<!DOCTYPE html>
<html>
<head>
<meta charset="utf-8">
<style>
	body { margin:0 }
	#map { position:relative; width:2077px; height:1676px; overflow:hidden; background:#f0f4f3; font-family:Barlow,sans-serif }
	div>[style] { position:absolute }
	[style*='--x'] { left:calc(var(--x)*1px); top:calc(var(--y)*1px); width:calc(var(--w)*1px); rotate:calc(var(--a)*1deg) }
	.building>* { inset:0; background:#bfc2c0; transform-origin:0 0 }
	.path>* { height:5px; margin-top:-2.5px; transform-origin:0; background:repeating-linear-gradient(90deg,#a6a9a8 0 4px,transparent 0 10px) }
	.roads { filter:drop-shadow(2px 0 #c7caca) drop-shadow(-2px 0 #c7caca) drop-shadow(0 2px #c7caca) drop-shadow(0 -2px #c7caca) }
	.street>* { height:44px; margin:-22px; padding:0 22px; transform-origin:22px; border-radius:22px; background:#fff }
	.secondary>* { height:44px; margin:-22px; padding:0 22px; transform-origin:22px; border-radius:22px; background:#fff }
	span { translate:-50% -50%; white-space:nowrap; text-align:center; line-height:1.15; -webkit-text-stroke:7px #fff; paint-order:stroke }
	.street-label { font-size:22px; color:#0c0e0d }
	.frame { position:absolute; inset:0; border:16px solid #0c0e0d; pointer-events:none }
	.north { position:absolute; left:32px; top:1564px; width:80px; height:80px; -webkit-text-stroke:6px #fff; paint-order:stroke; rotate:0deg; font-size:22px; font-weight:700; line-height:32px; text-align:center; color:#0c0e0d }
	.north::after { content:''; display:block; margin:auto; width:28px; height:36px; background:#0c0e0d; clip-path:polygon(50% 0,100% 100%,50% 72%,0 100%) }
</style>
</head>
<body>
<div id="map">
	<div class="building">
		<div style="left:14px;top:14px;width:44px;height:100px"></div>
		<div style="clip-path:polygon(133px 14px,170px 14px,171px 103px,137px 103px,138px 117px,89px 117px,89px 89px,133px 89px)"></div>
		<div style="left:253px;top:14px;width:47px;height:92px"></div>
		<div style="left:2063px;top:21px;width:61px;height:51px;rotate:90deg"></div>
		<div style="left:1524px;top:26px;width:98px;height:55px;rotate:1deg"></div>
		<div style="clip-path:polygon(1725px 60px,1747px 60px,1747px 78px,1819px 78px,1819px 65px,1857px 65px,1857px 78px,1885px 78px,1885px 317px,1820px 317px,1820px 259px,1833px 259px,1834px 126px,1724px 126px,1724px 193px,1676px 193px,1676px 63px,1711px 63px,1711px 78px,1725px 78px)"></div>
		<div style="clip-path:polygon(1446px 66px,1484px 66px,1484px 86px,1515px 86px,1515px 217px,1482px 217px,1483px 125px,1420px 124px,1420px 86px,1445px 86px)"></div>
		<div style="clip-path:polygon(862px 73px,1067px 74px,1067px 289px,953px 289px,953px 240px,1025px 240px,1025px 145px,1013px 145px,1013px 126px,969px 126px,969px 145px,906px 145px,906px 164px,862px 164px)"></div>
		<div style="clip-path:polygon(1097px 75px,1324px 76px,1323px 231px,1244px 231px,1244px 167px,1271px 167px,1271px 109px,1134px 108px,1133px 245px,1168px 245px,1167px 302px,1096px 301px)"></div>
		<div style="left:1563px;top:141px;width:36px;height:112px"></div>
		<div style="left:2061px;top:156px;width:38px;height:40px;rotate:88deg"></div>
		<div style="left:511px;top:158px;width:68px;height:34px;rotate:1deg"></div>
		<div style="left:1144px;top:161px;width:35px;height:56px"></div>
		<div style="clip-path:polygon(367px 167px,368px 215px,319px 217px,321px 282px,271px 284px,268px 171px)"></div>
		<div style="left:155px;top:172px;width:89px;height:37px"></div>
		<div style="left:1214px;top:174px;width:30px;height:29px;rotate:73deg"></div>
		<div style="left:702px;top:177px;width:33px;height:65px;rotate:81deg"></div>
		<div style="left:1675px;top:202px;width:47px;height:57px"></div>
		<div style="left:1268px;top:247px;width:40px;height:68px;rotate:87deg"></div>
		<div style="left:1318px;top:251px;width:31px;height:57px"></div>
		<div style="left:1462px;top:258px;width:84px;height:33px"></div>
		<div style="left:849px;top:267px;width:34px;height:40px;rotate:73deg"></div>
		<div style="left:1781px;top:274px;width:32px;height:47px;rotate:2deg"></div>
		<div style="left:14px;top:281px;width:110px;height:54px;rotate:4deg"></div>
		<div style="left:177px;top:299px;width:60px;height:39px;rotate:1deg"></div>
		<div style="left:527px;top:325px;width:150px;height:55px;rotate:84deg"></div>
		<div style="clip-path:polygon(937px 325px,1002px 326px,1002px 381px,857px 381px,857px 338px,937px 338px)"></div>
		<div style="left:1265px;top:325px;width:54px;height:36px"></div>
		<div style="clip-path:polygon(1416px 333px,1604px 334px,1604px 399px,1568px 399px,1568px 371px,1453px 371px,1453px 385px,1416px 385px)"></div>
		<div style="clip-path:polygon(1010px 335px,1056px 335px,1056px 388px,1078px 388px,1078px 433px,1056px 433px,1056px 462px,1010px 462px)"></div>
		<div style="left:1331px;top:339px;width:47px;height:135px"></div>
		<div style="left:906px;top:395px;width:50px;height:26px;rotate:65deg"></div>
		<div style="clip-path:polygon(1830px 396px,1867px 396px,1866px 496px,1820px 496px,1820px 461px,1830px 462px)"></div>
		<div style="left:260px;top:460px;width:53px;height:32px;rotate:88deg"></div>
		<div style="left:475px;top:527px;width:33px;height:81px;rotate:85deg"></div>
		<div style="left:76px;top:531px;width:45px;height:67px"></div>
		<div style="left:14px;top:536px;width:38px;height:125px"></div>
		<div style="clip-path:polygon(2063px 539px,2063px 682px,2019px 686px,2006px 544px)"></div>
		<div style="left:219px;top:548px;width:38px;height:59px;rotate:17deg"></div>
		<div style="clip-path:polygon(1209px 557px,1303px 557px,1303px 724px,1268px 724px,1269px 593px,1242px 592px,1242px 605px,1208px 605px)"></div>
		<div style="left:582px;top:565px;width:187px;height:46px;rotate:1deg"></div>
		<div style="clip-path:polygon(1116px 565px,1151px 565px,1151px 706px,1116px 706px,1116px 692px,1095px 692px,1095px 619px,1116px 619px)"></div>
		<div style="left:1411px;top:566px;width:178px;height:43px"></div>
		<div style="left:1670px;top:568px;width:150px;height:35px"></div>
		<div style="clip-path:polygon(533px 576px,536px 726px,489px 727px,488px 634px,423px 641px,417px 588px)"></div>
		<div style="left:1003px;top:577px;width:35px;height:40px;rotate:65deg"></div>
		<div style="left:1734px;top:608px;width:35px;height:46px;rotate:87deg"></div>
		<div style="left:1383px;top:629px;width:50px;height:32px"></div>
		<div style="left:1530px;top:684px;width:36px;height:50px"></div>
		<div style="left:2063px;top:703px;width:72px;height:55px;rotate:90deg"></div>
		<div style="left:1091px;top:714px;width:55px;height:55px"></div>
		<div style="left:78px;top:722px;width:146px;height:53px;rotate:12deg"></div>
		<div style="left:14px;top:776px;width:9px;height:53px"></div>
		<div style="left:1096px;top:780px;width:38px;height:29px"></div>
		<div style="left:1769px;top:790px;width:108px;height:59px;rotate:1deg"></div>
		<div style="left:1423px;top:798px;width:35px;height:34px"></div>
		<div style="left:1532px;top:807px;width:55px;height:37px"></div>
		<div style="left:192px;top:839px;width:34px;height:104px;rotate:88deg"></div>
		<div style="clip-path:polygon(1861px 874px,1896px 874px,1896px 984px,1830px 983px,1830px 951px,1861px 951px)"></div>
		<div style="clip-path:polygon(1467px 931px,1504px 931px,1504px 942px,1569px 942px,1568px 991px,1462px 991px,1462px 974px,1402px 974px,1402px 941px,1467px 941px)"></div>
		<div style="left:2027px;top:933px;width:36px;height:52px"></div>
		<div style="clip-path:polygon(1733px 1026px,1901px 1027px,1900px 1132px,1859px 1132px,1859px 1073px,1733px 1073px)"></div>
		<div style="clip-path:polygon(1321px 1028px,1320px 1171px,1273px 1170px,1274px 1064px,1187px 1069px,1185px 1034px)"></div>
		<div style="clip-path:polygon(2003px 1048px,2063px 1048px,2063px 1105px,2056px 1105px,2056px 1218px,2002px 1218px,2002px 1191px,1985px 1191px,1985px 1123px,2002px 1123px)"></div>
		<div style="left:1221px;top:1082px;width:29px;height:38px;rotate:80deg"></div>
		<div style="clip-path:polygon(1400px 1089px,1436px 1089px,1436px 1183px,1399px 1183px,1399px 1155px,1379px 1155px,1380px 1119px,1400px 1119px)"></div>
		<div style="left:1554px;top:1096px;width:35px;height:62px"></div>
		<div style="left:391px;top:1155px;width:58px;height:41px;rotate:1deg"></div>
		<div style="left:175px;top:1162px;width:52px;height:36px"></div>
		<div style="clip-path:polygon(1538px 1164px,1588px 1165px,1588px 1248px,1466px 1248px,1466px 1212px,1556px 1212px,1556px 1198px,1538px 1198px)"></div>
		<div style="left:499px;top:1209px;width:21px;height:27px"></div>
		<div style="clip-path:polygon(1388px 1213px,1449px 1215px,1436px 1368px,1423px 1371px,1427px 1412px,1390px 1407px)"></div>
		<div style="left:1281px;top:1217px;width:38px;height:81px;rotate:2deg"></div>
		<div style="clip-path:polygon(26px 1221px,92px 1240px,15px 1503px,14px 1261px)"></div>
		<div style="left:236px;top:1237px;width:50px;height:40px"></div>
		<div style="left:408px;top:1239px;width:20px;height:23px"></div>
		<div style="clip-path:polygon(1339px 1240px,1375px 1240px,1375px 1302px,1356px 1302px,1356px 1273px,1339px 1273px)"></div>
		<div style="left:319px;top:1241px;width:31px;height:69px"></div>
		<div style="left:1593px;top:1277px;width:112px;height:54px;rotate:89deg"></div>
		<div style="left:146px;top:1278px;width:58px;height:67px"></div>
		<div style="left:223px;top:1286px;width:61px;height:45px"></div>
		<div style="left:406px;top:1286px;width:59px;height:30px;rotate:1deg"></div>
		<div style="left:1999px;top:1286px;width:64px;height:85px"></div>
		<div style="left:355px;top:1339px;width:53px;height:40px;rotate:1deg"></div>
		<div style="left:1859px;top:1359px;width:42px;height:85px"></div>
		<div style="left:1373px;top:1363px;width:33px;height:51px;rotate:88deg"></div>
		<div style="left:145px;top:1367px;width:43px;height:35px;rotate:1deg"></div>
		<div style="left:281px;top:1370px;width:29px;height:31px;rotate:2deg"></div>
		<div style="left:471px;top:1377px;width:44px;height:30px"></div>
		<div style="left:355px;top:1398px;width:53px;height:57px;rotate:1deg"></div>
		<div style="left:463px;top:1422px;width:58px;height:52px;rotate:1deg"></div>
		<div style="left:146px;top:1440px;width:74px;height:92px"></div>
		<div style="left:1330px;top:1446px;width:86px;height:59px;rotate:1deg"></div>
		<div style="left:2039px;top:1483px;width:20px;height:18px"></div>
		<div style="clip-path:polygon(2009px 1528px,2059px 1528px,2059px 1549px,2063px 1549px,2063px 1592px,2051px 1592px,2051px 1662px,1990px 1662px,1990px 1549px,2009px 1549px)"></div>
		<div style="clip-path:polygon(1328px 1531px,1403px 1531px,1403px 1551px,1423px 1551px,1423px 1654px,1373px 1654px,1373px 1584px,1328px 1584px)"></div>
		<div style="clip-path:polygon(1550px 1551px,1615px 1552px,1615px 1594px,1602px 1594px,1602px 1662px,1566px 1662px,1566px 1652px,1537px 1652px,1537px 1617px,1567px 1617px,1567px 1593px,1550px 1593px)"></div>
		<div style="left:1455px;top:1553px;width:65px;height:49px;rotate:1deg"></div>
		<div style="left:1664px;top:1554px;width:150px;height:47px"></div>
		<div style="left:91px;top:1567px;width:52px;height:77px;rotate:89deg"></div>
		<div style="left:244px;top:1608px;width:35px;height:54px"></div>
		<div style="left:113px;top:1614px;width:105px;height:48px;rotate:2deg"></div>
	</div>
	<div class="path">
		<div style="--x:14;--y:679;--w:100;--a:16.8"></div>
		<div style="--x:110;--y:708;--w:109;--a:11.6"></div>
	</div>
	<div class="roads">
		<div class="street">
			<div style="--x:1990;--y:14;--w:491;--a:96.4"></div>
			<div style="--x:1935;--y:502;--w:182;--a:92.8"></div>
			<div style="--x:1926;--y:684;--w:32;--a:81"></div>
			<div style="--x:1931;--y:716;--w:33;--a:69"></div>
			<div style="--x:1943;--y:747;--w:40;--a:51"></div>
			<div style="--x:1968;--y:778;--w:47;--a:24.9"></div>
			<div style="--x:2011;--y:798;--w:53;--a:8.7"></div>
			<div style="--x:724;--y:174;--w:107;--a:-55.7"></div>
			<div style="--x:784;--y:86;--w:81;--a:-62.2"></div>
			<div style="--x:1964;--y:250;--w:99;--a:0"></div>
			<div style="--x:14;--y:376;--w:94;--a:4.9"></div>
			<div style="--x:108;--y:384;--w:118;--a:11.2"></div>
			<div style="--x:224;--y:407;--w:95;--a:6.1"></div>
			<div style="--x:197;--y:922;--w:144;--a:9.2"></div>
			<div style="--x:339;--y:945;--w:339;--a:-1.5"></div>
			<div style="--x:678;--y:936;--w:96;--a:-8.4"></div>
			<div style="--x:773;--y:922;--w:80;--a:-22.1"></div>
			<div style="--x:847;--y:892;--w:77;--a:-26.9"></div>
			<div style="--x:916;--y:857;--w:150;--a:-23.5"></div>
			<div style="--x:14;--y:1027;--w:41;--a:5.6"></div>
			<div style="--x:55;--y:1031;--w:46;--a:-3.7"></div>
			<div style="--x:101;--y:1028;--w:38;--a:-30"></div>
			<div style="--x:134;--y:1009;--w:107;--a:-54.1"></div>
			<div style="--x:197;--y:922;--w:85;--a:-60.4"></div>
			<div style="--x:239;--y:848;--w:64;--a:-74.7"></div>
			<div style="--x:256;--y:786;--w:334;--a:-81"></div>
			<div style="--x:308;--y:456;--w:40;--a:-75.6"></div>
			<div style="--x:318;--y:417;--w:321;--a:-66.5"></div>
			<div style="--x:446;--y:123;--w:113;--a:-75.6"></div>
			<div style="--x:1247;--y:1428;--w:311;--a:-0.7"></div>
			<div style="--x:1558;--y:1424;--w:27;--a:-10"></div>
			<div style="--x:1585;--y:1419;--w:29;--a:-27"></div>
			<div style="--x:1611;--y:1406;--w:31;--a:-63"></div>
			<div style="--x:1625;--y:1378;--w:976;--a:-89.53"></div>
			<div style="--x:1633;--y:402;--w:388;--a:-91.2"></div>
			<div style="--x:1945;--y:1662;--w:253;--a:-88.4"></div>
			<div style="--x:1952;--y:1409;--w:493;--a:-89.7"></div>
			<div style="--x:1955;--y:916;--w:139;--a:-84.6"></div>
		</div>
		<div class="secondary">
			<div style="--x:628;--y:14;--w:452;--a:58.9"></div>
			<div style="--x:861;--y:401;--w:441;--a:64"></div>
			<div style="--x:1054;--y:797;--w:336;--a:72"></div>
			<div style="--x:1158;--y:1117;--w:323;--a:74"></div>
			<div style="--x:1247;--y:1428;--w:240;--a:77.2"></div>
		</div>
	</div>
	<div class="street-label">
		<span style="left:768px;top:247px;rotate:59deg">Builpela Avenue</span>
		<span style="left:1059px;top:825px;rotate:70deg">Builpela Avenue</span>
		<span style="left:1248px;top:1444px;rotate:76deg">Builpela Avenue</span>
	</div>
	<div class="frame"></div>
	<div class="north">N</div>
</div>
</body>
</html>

* * * *

* **Brief**:
Lines holding the string "roads": find them in the listing above and copy each one.

* **Response**:
	.roads { filter:drop-shadow(2px 0 #c7caca) drop-shadow(-2px 0 #c7caca) drop-shadow(0 2px #c7caca) drop-shadow(0 -2px #c7caca) }
	<div class="roads">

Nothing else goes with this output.